▶ Material to process:
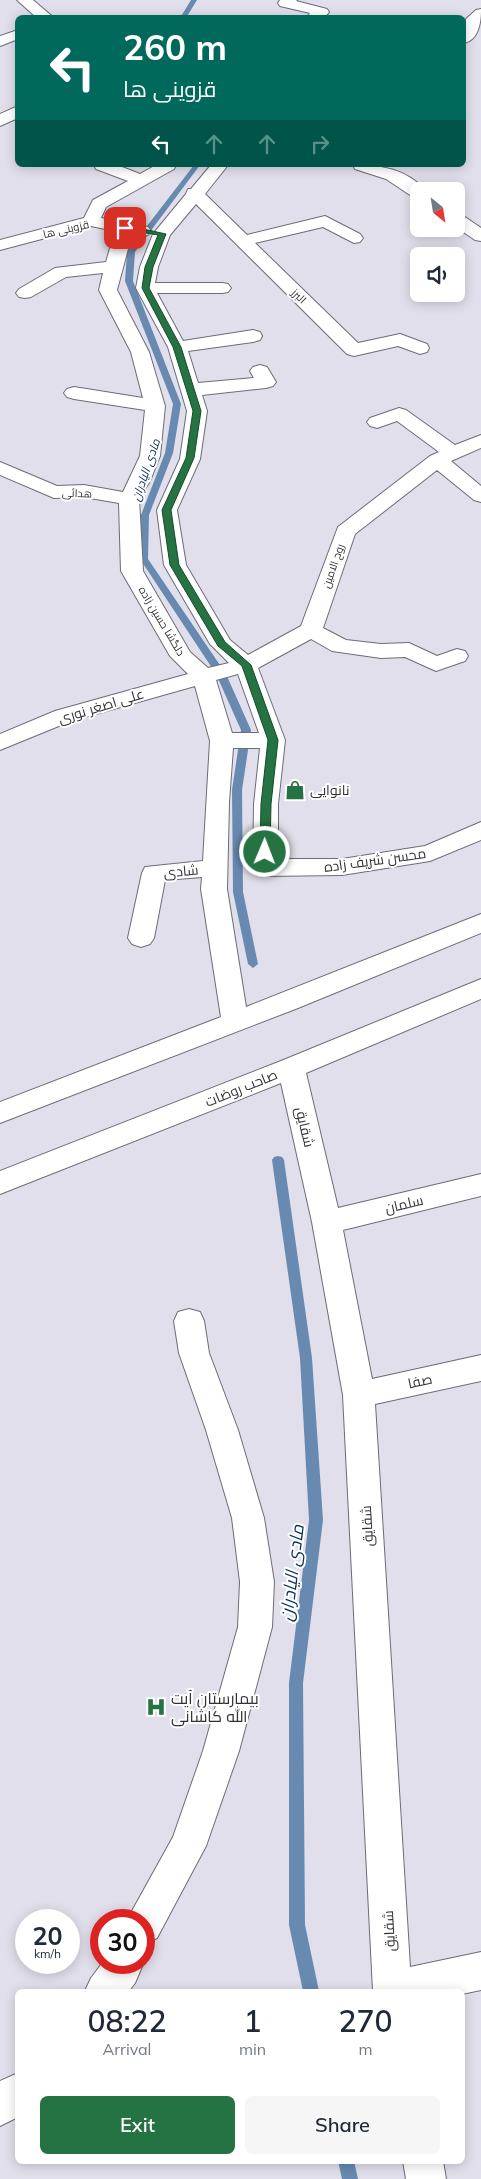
<!DOCTYPE html>
<meta charset="utf-8">
<style>
body{margin:0;font-family:Mulish,Cairo,sans-serif;background:#f6f6f7;color:#1f2937;height:100vh;display:flex;flex-direction:column;font-size:19px;white-space:nowrap}
*{box-sizing:border-box;margin:0}
p{font-size:16px;color:#747a83}
.icon{flex:none;width:28px;height:28px;fill:none;stroke:currentColor;stroke-width:2;stroke-linecap:round;stroke-linejoin:round}
.map{position:relative;flex:1;overflow:hidden}
.panel{position:absolute;left:15px;top:1989px;width:450px;height:175px;display:flex;flex-direction:column;background:#fff;border-radius:8px;box-shadow:0 2px 12px #0003}
.panel>*{flex:none}
.top-card{position:absolute;left:15px;top:15px;width:451px;height:152px;border-radius:8px;box-shadow:0 2px 12px #0003;background:#00695c;color:#fff;overflow:hidden}
.needle{width:32px;rotate:150deg}
.tools{position:absolute;left:410px;top:182px;display:grid;gap:10px}
.tools a{display:grid;place-items:center;width:55px;height:55px;border-radius:8px;background:#fff;box-shadow:0 2px 12px #0003;font-size:25px}
.speed{position:absolute;left:15px;top:1909px;display:flex;gap:10px;font-size:25px;font-weight:700;text-align:center}
.speed>*{display:grid;place-content:center;width:65px;height:65px;border-radius:50%;background:#fff;box-shadow:0 2px 12px #0003;line-height:1}
.speed small{font-size:12px;font-weight:400}
.speed .limit{border:8px solid #d22;background:#fff;color:#111}
.pin{position:absolute;display:grid;place-items:center;width:42px;height:42px;color:#fff;margin:-21px;border-radius:10px;box-shadow:0 2px 8px #0006}
.me{position:absolute;width:55px;margin:-28px;rotate:1deg;stroke-linejoin:round;filter:drop-shadow(0 0 4px #0008)}
.turn{display:flex;align-items:center;gap:18px;height:105px;padding:0 25px;font-size:22px}
.turn .icon{width:65px;height:65px;stroke-width:2.5}
.turn b{display:block;font-size:35px;line-height:42px}
.lanes{display:flex;align-items:center;height:48px;padding:0 25px;background:#0003;justify-content:center;gap:25px;direction:ltr}
.lanes .off{opacity:.35}
.eta{display:flex;justify-content:space-evenly;align-items:center;height:85px;text-align:center}
.eta b{font-size:30px;font-weight:600;line-height:35px}
.primary-button{display:flex;gap:10px;margin-top:auto;padding:10px 25px}
.primary-button a{flex:1;height:58px;border-radius:8px;background:#257242;color:#fff;font-size:20px;font-weight:600;line-height:58px;text-align:center}
.primary-button a+a{background:#f6f6f7;color:#1f2937}
.map>svg:first-child{display:block}
</style>
<div class="map">
<svg width="481" height="2179" viewBox="0 0 481 2179">
<rect width="100%" height="100%" fill="#e0dfeb"/>
<g fill="none" stroke-linecap="round" stroke-linejoin="round">
<path fill="#688ab0" fill-rule="evenodd" d="M191 0H197L186 18H180Z
M194 165H200L135 252 133 281 181 404 173 453 149 515 148 559 226 674 251 730 242 790 243 892 258 964 253 968 248 964 233 892 232 790 241 730 216 674 140 559 141 515 165 453 173 404 125 281 127 252Z
M278 1156 282 1157 284 1160 312 1358 323 1520 303 1683 305 1925 319 1991H303L289 1925V1683L309 1520 300 1358 272 1160 274 1157Z
M338 2161H354L358 2179H342Z"/>
<defs>
<path id="minor" d="M17 0H33L54 18H37Z
M280 0H297L296 1 327 9 329 12 324 18H306L310 13 280 6 278 3Z
M481 9C481 22 479 40 464 43L466 19 476 10Z
M18 30V39L0 46V36Z
M18 106V118L0 126V114Z
M94 165H117L140 174 156 165H176L174 169 106 207 101 218 148 227 151 231 148 235 142 236 132 234 117 290 149 352 165 406 160 456 150 481 139 499 143 571 190 652 208 668 229 663 210 644 164 565 157 510 180 459 187 411 168 347 136 288 140 267 153 234 186 194 188 189H191L211 165H228L205 194 247 235 325 216 360 234 363 238 360 242 354 243 323 227 255 243 358 343 400 334 427 344 429 348 427 352 420 354 398 346 354 356 347 354 196 204 170 235 158 267 155 283H222L228 284 231 288 228 292 222 293H157L183 341 253 330 260 332 262 336 260 340 253 342 188 351 198 383 254 378 250 371 253 367 260 365 267 367 276 382 273 386 266 388 202 395 207 411 200 459 177 510 186 565 230 640 248 655 301 626 338 527 430 456 439 452 397 421 377 428 370 426 367 422 370 418 399 408 406 410 455 445 481 435V448L451 461 481 486V502L474 500 437 470 355 534 323 628 346 640 381 644 409 643 437 656 457 649 465 651 468 656 465 661 436 671 405 657 381 658 332 651 311 639 258 668 285 740 278 804V859H342L425 846 481 822V840L430 861 342 875 265 876 256 874 253 868 254 804 260 748H233L229 802 227 889 246 1007 481 914V933L298 1008 0 1123V1102L221 1017 201 889 202 877 165 880 154 938 150 944 141 947 132 944 128 938 142 873 145 867 203 861 210 741 195 686 71 721 0 750V734L55 711 188 674 170 656 121 571 119 503 84 497 54 498 0 475V462L57 486 84 485 123 492 140 456 145 410 74 399 67 397 64 393 67 389 74 387 143 398 131 352 99 290 103 273 66 277 31 297 25 298 19 297 16 293 19 289 55 268 106 262 115 231 91 226 0 250V240L84 218 93 200 128 181 96 169ZM238 674 259 733H232L216 680Z
M353 165C381 165 407 169 426 191H419V198L413 197 386 179 355 169Z
M456 214 462 215 481 228V241L475 240 456 227Z
M481 979V999L306 1073 338 1208 481 1174V1196L343 1230 372 1379 481 1355V1381L375 1404 410 1967 481 1952V1990L462 1994V1991H373L343 1395 312 1222 281 1083 0 1194V1171L281 1061Z
M189 1309 200 1312 204 1321 209 1353 238 1430 264 1518 274 1582 272 1627 239 1751 206 1846 157 1938 144 1944V1920H127L173 1837 203 1751 238 1627 240 1582 232 1518 206 1430 179 1353 174 1321 178 1312Z
M103 1962H144L135 1983 129 1991H85L91 1978Z
M18 2073V2117L0 2126V2081Z
M403 2161H443L446 2179H406Z"/>
</defs>
<use href="#minor" stroke="#6c6c76" stroke-width="2"/>
<use href="#minor" fill="#fff" fill-rule="evenodd"/>
</g>
<path fill="#257242" stroke="#184a2b" d="M125 225 166 234 153 267 149 288 181 347 201 411 194 458 171 510 179 565 225 642 251 665 278 740 271 804 270 852 265 855 260 852 261 804 268 740 242 666 218 646 170 565 162 510 186 458 193 411 173 347 142 288 145 267 158 235 122 229V226Z"/>
<defs>
<symbol id="shop-bare" viewBox="-9 -9 18 18"><path d="M-5-2.5h2.3a2.7 3.5 0 0 1 5.4 0H5L5.5 6h-11ZM-1.5-2.5h3a1.5 2.3 0 0 0-3 0Z" fill="#257242" stroke="#fff" stroke-width="2.5" paint-order="stroke"/></symbol>
<symbol id="hospital-bare" viewBox="-9 -9 18 18"><path d="M-5-5h3v3.5h4V-5h3V5h-3V1.5h-4V5h-3Z" fill="#257242" stroke="#fff" stroke-width="2.5" paint-order="stroke"/></symbol>
</defs>
<g fill-rule="evenodd">
<use href="#shop-bare" x="281" y="776" width="28" height="28"/>
<use href="#hospital-bare" x="142" y="1693" width="28" height="28"/>
</g>
<g text-anchor="middle" stroke-width="4" stroke-linejoin="round" paint-order="stroke">
<g font-size="11" fill="#323236" stroke="#fff">
<text transform="translate(66 229) rotate(-13)" y="4">قزوینی ها</text>
<text transform="translate(299 296) rotate(44)" y="4">البرز</text>
<text transform="translate(77 493) rotate(2)" y="4">هدائی</text>
<text transform="translate(333 566) rotate(-71)" y="4">روح الامین</text>
<text transform="translate(162 621) rotate(59)" y="4">دلگشا حسین زاده</text>
</g>
<g font-size="12" font-style="italic" fill="#0a3055" stroke="#fff">
<text transform="translate(146 470) rotate(-71)" y="4">مادی الیادران</text>
</g>
<g font-size="14" fill="#323236" stroke="#fff">
<text transform="translate(101 706) rotate(-17)" y="5">علی اصغر نوری</text>
<text transform="translate(375 860) rotate(-8)" y="5">محسن شریف زاده</text>
<text transform="translate(181 871) rotate(-5)" y="5">شادی</text>
<text transform="translate(241 1088) rotate(-22)" y="5">صاحب روضات</text>
<text transform="translate(305 1127) rotate(77)" y="5">شقایق</text>
<text transform="translate(404 1204) rotate(-13)" y="5">سلمان</text>
<text transform="translate(420 1381) rotate(-12)" y="5">صفا</text>
<text transform="translate(367 1526) rotate(-93)" y="5">شقایق</text>
<text transform="translate(389 1931) rotate(-93)" y="5">شقایق</text>
</g>
<g font-size="14" fill="#323236" stroke="#fff" text-anchor="start">
<text x="310" y="795">نانوایی</text>
</g>
<g font-size="16" fill="#323236" stroke="#fff" text-anchor="start">
<text x="171" y="1704">بیمارستان آیت<tspan x="171" dy="18">الله کاشانی</tspan></text>
</g>
<g font-size="18" font-style="italic" fill="#0a3055" stroke="#fff">
<text transform="translate(292 1573) rotate(-83)" y="6">مادی الیادران</text>
</g>
</g>
</svg>
<div class="tools">
<a><svg class="needle" viewBox="-14 -14 28 28"><path d="M0-13l5 13h-10z" fill="#e53935"/><path d="M0 13l5-13h-10z" fill="#747a83"/></svg></a>
<a><svg class="icon" aria-label="sound" viewBox="0 0 24 24"><path d="M4 9h4l5-4v14l-5-4H4zM17 9q2 3 0 6"/></svg></a>
</div>
<div class="speed"><div>20<small>km/h</small></div><div class="limit">30</div></div>
<div class="pin" style="left:125px;top:228px;background:#d93025"><svg class="icon" aria-label="arrive" viewBox="0 0 24 24"><path d="M6 21V4h12l-3 4 3 4H6"/></svg></div>
<svg class="me" style="left:265px;top:852px" viewBox="-20 -20 40 40"><circle r="17" fill="#257242" stroke="#fff" stroke-width="3"/><path d="M0-11L8 9 0 5-8 9z" fill="#fff"/></svg>
<div class="top-card">
<div class="turn"><svg class="icon" aria-label="left" viewBox="0 0 24 24"><path d="M17 20v-9H6M10 6l-5 5 5 5"/></svg><div><b>260 m</b>قزوینی ها</div></div>
<div class="lanes"><svg class="icon" aria-label="left" viewBox="0 0 24 24"><path d="M17 20v-9H6M10 6l-5 5 5 5"/></svg><svg class="icon off" aria-label="ahead" viewBox="0 0 24 24"><path d="M12 20V5M6 11l6-6 6 6"/></svg><svg class="icon off" aria-label="ahead" viewBox="0 0 24 24"><path d="M12 20V5M6 11l6-6 6 6"/></svg><svg class="icon off" aria-label="right" viewBox="0 0 24 24"><path d="M7 20v-9h11M14 6l5 5-5 5"/></svg></div>
</div>
<section class="panel">
<div class="eta">
<div><b>08:22</b><p>Arrival</p></div>
<div><b>1</b><p>min</p></div>
<div><b>270</b><p>m</p></div>
</div>
<div class="primary-button"><a>Exit</a><a>Share</a></div>
</section>
</div>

▶ Task brief:
Go through the material above and report each line containing "label".

▶ The answer:
<a><svg class="icon" aria-label="sound" viewBox="0 0 24 24"><path d="M4 9h4l5-4v14l-5-4H4zM17 9q2 3 0 6"/></svg></a>
<div class="pin" style="left:125px;top:228px;background:#d93025"><svg class="icon" aria-label="arrive" viewBox="0 0 24 24"><path d="M6 21V4h12l-3 4 3 4H6"/></svg></div>
<div class="turn"><svg class="icon" aria-label="left" viewBox="0 0 24 24"><path d="M17 20v-9H6M10 6l-5 5 5 5"/></svg><div><b>260 m</b>قزوینی ها</div></div>
<div class="lanes"><svg class="icon" aria-label="left" viewBox="0 0 24 24"><path d="M17 20v-9H6M10 6l-5 5 5 5"/></svg><svg class="icon off" aria-label="ahead" viewBox="0 0 24 24"><path d="M12 20V5M6 11l6-6 6 6"/></svg><svg class="icon off" aria-label="ahead" viewBox="0 0 24 24"><path d="M12 20V5M6 11l6-6 6 6"/></svg><svg class="icon off" aria-label="right" viewBox="0 0 24 24"><path d="M7 20v-9h11M14 6l5 5-5 5"/></svg></div>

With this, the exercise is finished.